Sep 19 2013
Using OLAP Functions to Extend Calendar Capabilities
I think it’s probably a safe bet to suggest that just about every data warehouse (or even transactional system) has some sort of calendar table. In many cases, the unique key for this table might be the natural key of the date itself, or perhaps it’s a system-generated surrogate key. That doesn’t really matter for this post. What I want to do is show one idea of how I used an OLAP aggregate function called row_number()
to extend my calendar functionality, and make it really easy to schedule reports for the “last three months” given an input date.
What are OLAP Functions?
I just got back from the SAP BusinessObjects User Conference (2013 edition). While at the conference I attended a session by Pierpaolo Vezzosi of SAP that covered OLAP function use within a universe. I am not going to try to reproduce his entire presentation here (if you attending the conference, you should be able to download it now). But I thought I would show an example of how I’m using an OLAP function to extend my standard calendar.
OLAP functions are somewhat similar to aggregate functions in that they operate on a series of rows, rather than on a single row at a time. What does this mean? Well, for example, the Sum() function takes zero or more rows as input and returns a single row of output.
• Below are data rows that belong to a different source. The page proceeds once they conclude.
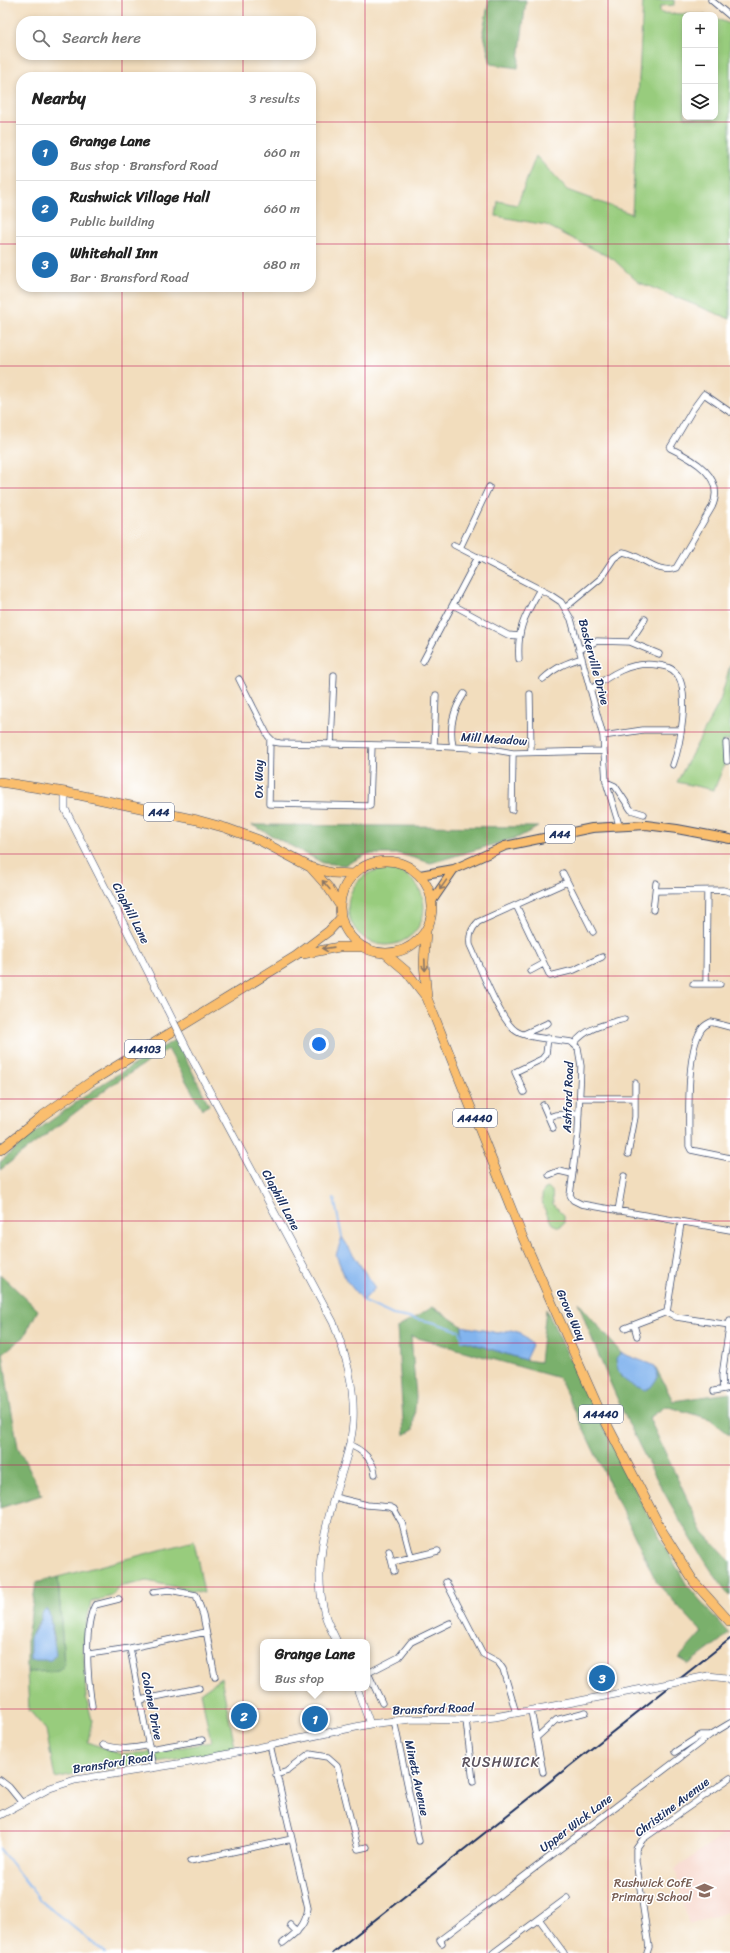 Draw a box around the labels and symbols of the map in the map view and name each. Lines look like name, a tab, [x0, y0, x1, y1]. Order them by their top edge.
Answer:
street label: Baskerville Drive	[572, 616, 616, 708]
street label: Mill Meadow	[460, 726, 529, 752]
street label: Ox Way	[248, 759, 270, 798]
road number: A44	[144, 803, 174, 821]
road number: A44	[545, 825, 575, 843]
street label: Claphill Lane	[106, 878, 156, 948]
one-way arrow	[321, 879, 330, 890]
one-way arrow	[439, 879, 447, 890]
one-way arrow	[322, 944, 335, 952]
one-way arrow	[421, 958, 429, 971]
your location	[309, 1034, 329, 1054]
road number: A4103	[125, 1040, 165, 1058]
street label: Ashford Road	[556, 1060, 580, 1134]
road number: A4440	[453, 1109, 497, 1127]
street label: Claphill Lane	[256, 1165, 306, 1235]
street label: Grove Way	[550, 1285, 593, 1345]
road number: A4440	[579, 1405, 623, 1423]
pin: 3	[589, 1663, 615, 1693]
street label: Colonel Drive	[135, 1670, 169, 1742]
street label: Bransford Road	[392, 1697, 476, 1721]
pin: 2	[231, 1701, 257, 1731]
pin: 1	[302, 1704, 328, 1734]
street label: Minett Avenue	[398, 1738, 436, 1818]
street label: Bransford Road	[71, 1746, 156, 1780]
district label: RUSHWICK	[462, 1750, 541, 1775]
street label: Christine Avenue	[630, 1771, 714, 1843]
street label: Upper Wick Lane	[535, 1788, 617, 1858]
place label: Rushwick CofE Primary School	[612, 1872, 693, 1908]
school or university icon: Rushwick CofE Primary School	[695, 1880, 715, 1900]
Let’s assume I have the following six rows of data in a table.
Country | Region | Division | Sales |
---|---|---|---|
USA | East | Food | 500 |
USA | East | Beverage | 475 |
USA | West | Food | 525 |
USA | West | Beverage | 538 |
Canada | Canada | Food | 217 |
Canada | Canada | Beverage | 200 |
A normal aggregate function like sum()
would operate on this set of six rows and return a singular value:
SELECT SUM(sales) FROM TABLE;
The answer would be a single row with a value of 2455. This is different from a non-aggregate function like upper()
which would return an output value for each input row. Something like this, perhaps:
SELECT UPPER(country) FROM TABLE;
Country | Upper(country) |
---|---|
USA | USA |
USA | USA |
USA | USA |
USA | USA |
Canada | CANADA |
Canada | CANADA |
Let me recap:
- An aggregate function operates on a group of rows and returns a single row.* Examples include
sum()
,min()
,max()
,count()
, and others. - A non-aggregate function operates on a single row and returns a value for that row. Examples include
upper()
,substring()
,position()
,cast()
, and others.
* This does, of course, ignore the capability of adding dimensions to my query and including a GROUP BY clause. Let’s ignore that for now.
Where do OLAP functions come in? They’re somewhat of a hybrid, coming in between aggregate and non-aggregate functions. Here’s what an update of my list would look like if it included OLAP functions.
- An aggregate function operates on a group of rows and returns a single row.
- A non-aggregate function operates on a single row and returns a value for each row.
- An OLAP function operates on a group of rows and returns a value for each row. Examples include
rank()
,csum()
,mavg()
, and so on.
In other words, an aggregate function can take six rows of input and generate one row of output. A non-aggregate function can only take one row at a time and will output a single value for each row. An OLAP function can calculate across six rows of input and still output six rows, with an appropriate calculation result being shown for each row. I will do one example using the csum()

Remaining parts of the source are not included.